Required action - Please work out how many lines in the data below contain "frame", and reply with that number alone.

═══ Data to process ═══

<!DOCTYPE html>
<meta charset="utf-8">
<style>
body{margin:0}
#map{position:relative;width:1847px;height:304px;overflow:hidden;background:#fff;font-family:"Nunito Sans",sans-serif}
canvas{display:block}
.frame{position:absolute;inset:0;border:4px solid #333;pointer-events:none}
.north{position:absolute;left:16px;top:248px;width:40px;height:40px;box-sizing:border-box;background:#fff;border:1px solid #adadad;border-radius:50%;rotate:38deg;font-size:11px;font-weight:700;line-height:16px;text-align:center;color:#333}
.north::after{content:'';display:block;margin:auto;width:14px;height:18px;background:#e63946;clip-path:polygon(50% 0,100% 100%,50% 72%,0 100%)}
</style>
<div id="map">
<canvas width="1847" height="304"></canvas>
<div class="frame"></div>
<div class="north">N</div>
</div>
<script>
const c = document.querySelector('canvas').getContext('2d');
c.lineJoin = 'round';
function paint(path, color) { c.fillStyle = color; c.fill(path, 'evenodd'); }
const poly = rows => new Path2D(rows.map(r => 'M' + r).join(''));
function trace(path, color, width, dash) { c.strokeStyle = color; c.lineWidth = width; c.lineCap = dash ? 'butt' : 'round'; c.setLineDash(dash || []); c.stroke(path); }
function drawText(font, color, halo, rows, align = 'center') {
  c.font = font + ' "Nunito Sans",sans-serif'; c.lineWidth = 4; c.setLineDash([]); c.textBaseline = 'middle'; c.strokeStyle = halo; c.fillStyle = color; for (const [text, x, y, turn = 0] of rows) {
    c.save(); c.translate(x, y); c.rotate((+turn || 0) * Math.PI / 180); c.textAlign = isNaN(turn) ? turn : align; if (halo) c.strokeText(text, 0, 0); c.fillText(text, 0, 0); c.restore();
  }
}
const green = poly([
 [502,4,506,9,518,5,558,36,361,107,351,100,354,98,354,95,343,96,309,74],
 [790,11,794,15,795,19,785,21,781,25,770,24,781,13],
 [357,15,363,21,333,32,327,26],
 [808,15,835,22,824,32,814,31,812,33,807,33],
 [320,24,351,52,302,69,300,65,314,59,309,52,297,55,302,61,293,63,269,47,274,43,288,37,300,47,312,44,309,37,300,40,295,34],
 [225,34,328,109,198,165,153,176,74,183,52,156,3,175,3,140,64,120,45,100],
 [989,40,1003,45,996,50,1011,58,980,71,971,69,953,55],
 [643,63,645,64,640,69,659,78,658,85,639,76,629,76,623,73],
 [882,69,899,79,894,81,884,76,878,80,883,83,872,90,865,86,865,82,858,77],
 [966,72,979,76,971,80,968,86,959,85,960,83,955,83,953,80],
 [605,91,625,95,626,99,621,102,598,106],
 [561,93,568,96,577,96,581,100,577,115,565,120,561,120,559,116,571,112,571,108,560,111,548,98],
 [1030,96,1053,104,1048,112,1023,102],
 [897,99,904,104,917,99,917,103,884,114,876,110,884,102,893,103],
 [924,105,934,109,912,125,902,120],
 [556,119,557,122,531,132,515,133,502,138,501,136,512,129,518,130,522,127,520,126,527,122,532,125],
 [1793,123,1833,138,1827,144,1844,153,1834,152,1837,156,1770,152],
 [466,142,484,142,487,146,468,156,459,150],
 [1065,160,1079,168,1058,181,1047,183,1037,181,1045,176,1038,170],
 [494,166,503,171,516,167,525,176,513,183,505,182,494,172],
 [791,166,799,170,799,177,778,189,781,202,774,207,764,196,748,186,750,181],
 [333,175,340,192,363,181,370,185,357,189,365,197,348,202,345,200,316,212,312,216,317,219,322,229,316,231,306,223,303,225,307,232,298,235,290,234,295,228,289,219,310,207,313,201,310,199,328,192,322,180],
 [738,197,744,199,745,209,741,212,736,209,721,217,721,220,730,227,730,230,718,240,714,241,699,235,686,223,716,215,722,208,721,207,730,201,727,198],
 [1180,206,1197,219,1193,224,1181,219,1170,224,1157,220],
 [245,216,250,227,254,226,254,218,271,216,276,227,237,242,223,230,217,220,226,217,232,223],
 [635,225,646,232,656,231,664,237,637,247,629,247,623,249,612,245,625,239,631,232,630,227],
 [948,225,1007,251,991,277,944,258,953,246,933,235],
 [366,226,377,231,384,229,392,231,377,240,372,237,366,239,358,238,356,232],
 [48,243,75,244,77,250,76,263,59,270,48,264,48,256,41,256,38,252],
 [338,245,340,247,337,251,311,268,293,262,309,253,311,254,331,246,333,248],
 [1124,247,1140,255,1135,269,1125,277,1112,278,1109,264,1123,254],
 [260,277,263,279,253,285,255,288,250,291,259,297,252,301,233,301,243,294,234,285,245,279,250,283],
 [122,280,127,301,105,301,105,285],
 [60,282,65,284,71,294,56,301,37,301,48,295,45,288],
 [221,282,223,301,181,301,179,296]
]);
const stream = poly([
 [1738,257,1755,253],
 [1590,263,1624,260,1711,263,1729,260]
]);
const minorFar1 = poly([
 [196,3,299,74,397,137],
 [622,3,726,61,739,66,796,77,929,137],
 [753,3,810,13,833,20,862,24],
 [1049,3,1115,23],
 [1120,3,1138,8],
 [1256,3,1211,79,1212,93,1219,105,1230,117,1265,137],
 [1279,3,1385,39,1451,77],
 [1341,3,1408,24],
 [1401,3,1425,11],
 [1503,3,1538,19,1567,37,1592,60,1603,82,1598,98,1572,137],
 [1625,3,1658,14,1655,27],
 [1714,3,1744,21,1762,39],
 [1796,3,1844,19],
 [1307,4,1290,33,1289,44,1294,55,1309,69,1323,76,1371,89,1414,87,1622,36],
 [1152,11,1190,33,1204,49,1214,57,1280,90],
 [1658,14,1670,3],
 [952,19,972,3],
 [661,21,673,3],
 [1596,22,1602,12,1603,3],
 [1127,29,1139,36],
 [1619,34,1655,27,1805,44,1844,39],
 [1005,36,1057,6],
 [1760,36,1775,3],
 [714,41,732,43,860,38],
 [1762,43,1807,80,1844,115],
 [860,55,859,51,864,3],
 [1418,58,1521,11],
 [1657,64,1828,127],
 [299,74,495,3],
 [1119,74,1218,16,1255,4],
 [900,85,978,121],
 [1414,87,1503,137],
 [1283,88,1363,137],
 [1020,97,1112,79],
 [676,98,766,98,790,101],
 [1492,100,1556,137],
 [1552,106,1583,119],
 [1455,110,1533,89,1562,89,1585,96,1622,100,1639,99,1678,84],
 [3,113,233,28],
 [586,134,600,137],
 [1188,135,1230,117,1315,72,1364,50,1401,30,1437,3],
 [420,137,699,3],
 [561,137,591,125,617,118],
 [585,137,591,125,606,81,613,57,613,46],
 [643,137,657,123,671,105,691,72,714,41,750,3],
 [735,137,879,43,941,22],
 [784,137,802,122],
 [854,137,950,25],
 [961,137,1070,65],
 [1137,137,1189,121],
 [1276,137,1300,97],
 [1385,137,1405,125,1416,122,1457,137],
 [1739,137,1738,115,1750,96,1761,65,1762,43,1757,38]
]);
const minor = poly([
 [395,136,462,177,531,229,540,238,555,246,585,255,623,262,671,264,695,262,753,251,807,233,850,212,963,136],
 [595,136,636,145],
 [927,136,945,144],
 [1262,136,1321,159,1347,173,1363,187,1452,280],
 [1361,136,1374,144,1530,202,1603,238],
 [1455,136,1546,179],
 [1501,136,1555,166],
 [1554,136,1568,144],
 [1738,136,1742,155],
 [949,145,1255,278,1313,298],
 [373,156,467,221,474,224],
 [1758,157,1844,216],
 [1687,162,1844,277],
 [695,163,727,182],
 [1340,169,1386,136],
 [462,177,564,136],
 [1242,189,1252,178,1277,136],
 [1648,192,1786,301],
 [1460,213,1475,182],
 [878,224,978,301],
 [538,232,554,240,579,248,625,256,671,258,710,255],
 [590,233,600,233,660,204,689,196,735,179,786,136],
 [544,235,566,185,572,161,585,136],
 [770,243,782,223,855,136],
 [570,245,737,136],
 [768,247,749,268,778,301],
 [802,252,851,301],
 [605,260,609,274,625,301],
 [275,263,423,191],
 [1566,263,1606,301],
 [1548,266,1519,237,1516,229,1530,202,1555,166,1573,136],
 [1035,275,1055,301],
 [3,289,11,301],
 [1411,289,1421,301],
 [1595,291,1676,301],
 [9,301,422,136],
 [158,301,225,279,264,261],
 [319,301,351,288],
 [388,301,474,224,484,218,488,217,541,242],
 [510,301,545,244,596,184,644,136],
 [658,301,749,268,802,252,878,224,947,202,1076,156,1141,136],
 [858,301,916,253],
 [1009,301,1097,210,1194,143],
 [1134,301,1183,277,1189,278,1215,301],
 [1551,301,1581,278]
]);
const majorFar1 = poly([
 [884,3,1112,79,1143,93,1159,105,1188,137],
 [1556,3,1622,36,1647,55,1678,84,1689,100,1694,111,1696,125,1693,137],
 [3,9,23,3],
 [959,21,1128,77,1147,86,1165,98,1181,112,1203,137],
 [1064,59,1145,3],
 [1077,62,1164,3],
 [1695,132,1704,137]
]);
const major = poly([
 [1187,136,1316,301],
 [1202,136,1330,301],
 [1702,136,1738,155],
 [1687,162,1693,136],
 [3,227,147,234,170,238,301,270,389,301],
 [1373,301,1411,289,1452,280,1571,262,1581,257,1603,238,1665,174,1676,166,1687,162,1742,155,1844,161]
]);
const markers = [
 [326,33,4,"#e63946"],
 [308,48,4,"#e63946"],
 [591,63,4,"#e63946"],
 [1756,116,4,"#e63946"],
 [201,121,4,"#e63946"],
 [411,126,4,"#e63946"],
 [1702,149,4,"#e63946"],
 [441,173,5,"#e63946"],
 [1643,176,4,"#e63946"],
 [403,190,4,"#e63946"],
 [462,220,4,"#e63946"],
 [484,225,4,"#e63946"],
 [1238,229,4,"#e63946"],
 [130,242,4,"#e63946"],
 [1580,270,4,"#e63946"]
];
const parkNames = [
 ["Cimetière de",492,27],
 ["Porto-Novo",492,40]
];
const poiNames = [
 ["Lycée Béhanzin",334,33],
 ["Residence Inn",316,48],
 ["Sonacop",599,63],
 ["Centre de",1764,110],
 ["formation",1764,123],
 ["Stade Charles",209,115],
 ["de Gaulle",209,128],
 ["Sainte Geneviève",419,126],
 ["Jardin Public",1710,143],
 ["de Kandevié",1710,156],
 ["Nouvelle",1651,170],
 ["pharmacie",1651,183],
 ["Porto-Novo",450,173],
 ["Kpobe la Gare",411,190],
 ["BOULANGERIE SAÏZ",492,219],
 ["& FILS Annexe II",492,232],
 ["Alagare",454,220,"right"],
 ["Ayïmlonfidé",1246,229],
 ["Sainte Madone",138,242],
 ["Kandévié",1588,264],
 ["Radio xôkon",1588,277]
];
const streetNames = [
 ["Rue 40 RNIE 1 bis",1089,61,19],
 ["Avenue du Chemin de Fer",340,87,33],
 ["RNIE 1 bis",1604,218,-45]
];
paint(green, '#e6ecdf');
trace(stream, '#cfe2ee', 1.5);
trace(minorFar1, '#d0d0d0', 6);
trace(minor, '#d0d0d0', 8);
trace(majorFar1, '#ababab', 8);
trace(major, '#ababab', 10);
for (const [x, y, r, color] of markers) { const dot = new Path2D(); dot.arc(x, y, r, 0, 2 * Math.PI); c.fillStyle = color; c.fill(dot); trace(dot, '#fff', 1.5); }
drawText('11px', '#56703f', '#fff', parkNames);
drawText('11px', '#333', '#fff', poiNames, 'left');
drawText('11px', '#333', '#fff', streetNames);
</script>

═══

Answer area - 2